2003 OPEN FORUM Abstracts
SURVEY OF RESPIRATORY THERAPISTS? ATTITUDES AND CONCERNS REGARDING TERMINAL EXTUBATION
David Willms MD, Jodette Brewer RRT, Jack Mullany RRT, *Krista Derolf RRT, Ron Owen RRT, Carmen Kasmauski RRT, Laura Brown RRT, Gary Lanswick RRT
Sharp Healthcare Affiliated Hospitals, San Diego, CA and *Kindred Hospital, San Diego, CA
Background: Most ICU deaths now occur after a decision to limit or withdraw life support. Withdrawal of ventilatory support, usually with extubation, in a patient with irreversible illness who is expected to die after withdrawal is known as terminal extubation (TE). RTs have a key role in managing mechanical ventilation and frequently participate in TE procedures. Little published information exists regarding RTs' attitudes and concerns about their role in TE, although several studies assessing physician or nursing concerns have been reported.
Methods: The authors developed a survey instrument containing basic questions about terminal extubation. Surveys were distributed to all practicing RTs at 6 hospitals in San Diego County, CA: 4 general acute care, 1 long-term acute care, and 1 maternal/neonatal hospital. Responses were tabulated and are reported as percentages or mean values where appropriate.

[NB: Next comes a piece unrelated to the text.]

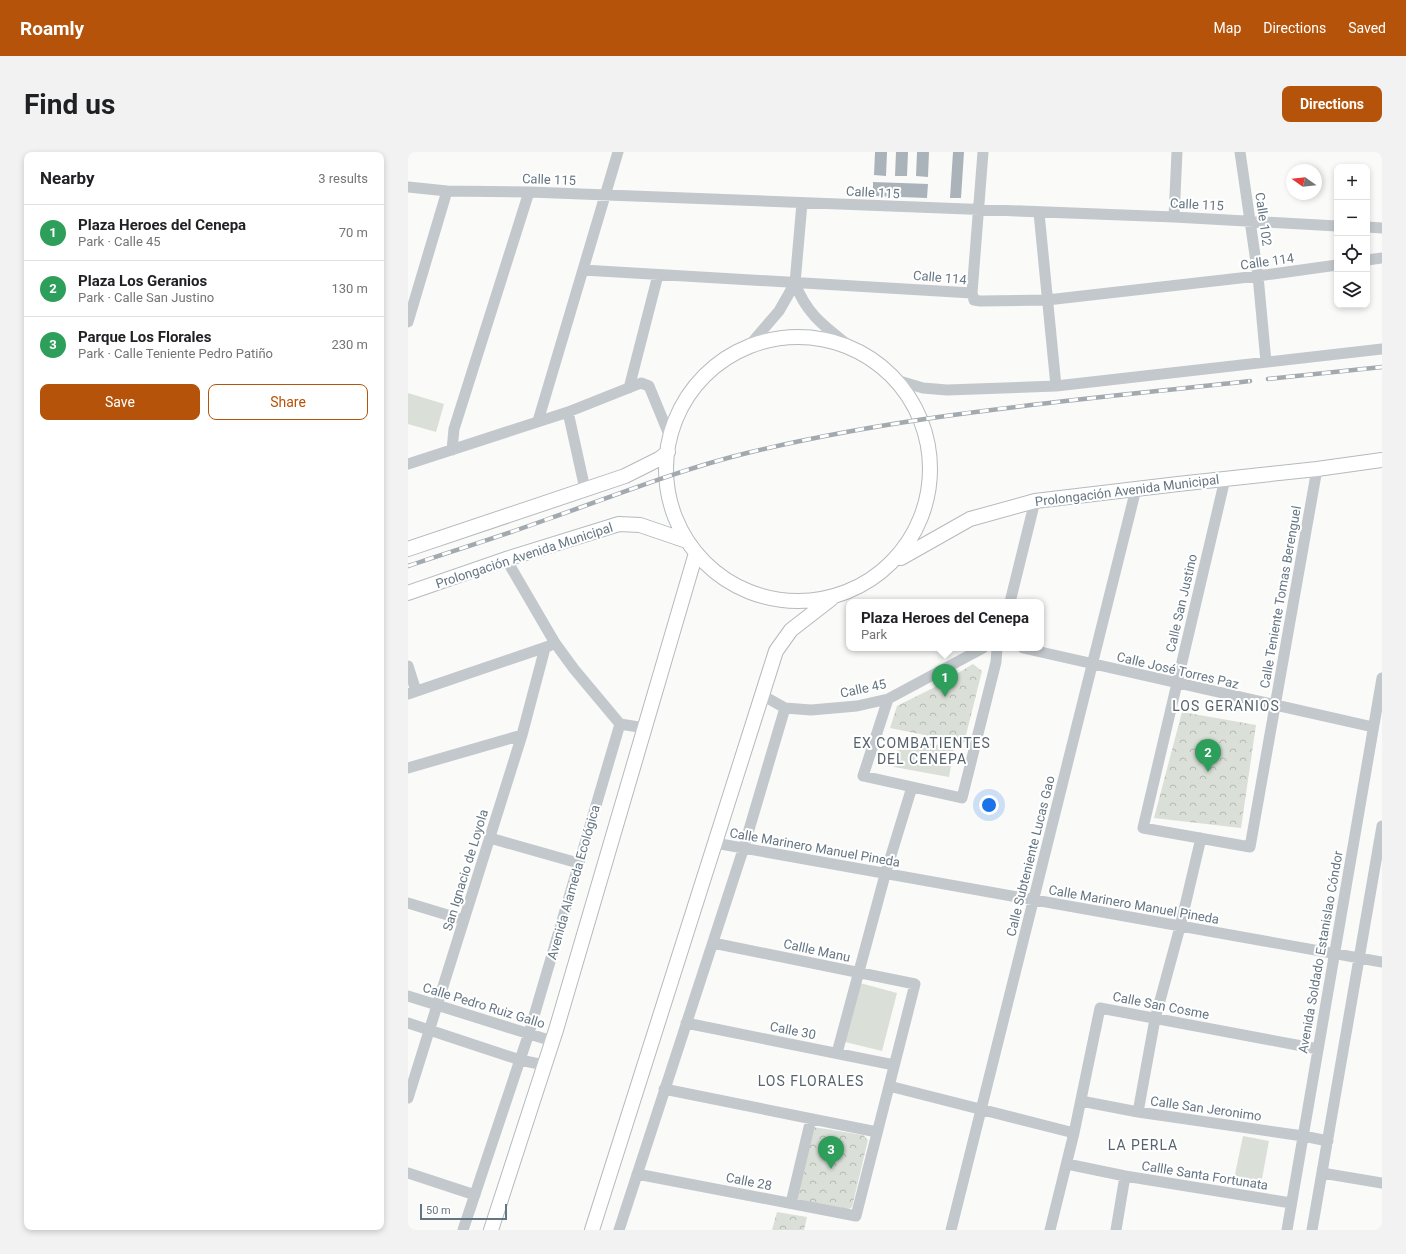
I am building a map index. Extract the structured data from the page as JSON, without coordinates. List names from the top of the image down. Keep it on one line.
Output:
{"streets":{"main road":["Prolongación Avenida Municipal","Avenida Alameda Ecológica"],"street":["Calle 115","Calle 102","Calle 114","Calle Teniente Tomas Berenguel","Calle San Justino","Calle José Torres Paz","Calle 45","Calle Marinero Manuel Pineda","Calle Subteniente Lucas Gao","San Ignacio de Loyola","Callle Manu","Avenida Soldado Estanislao Cóndor","Calle Pedro Ruiz Gallo","Calle San Cosme","Calle 30","Calle San Jeronimo","Callle Santa Fortunata","Calle 28"]},"crossings":[["Calle 115","Calle 102"],["Calle 102","Calle 114"],["Calle 102","Prolongación Avenida Municipal"],["Prolongación Avenida Municipal","Calle Teniente Tomas Berenguel"],["Prolongación Avenida Municipal","Calle San Justino"],["Prolongación Avenida Municipal","Calle Subteniente Lucas Gao"],["Prolongación Avenida Municipal","Avenida Alameda Ecológica"],["Calle Teniente Tomas Berenguel","Calle San Justino"],["Calle Teniente Tomas Berenguel","Calle José Torres Paz"],["Calle San Justino","Calle José Torres Paz"],["Calle José Torres Paz","Calle Subteniente Lucas Gao"],["Calle José Torres Paz","Avenida Soldado Estanislao Cóndor"],["Calle Marinero Manuel Pineda","Calle Subteniente Lucas Gao"],["Calle Marinero Manuel Pineda","Avenida Soldado Estanislao Cóndor"],["San Ignacio de Loyola","Calle Pedro Ruiz Gallo"],["Avenida Alameda Ecológica","Calle Pedro Ruiz Gallo"],["Callle Manu","Calle 30"],["Avenida Soldado Estanislao Cóndor","Calle San Cosme"],["Avenida Soldado Estanislao Cóndor","Calle San Jeronimo"],["Avenida Soldado Estanislao Cóndor","Callle Santa Fortunata"],["Calle San Cosme","Calle San Jeronimo"],["Calle San Cosme","Callle Santa Fortunata"]],"districts":["LOS GERANIOS","EX COMBATIENTES DEL CENEPA","LOS FLORALES","LA PERLA"],"scale_bar":"50 m","north":"left","page":{"header":"Roamly","nav":["Map","Directions","Saved"],"buttons":["Directions",["Save","Share"]],"title":"Find us","heading":["Nearby","3 results"],"map_buttons":["+","−"],"list":[{"mark":"1","name":"Plaza Heroes del Cenepa","note":"Park · Calle 45","value":"70 m"},{"mark":"2","name":"Plaza Los Geranios","note":"Park · Calle San Justino","value":"130 m"},{"mark":"3","name":"Parque Los Florales","note":"Park · Calle Teniente Pedro Patiño","value":"230 m"}],"popup":["Plaza Heroes del Cenepa","Park"],"pins":["1","2","3"],"scale":"50 m"}}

RESULTS: 119 of 180 RTs (66%) returned completed surveys. Respondents had an average of 14.6 years clinical practice, and 50% had the RRT credential. Overall, 96% had personally withdrawn ventilator support at least once, and on average had participated in TE 33 times. Although 73% of RTs were "rarely" or "never" present at the family/staff discussion regarding withdrawal of support, 73% stated they should be included in the process. Respondents estimated a physician was physically present at the bedside during TE in 19% of cases. Only 29% felt an MD should always be present at TE, but 73% felt that the patient's nurse should always be present. Whereas 56% reported that written orders were not always sufficiently explicit to cover TE, 72% expressed a desire for standardized protocols or orders for TE. Of all respondents, 13% had been asked to take a patient off ventilatory support when they felt it was not ethically correct; 9% had sought professional counseling following participation in TE. Most (77%) said they knew where to find emotional support at their institution if needed, and 53% had been informed of their right to decline to participate in TE if they were uncomfortable with it.
CONCLUSION: The vast majority of RTs participate in TE, but most are not directly involved in the discussions leading to the act of TE; many want to have this involvement in end-of-life-care decision-making. There may be a need for more formal development of specific order sets and protocols for TE. Flexibility in allowing RTs to opt out of TE participation, and access to counseling are important.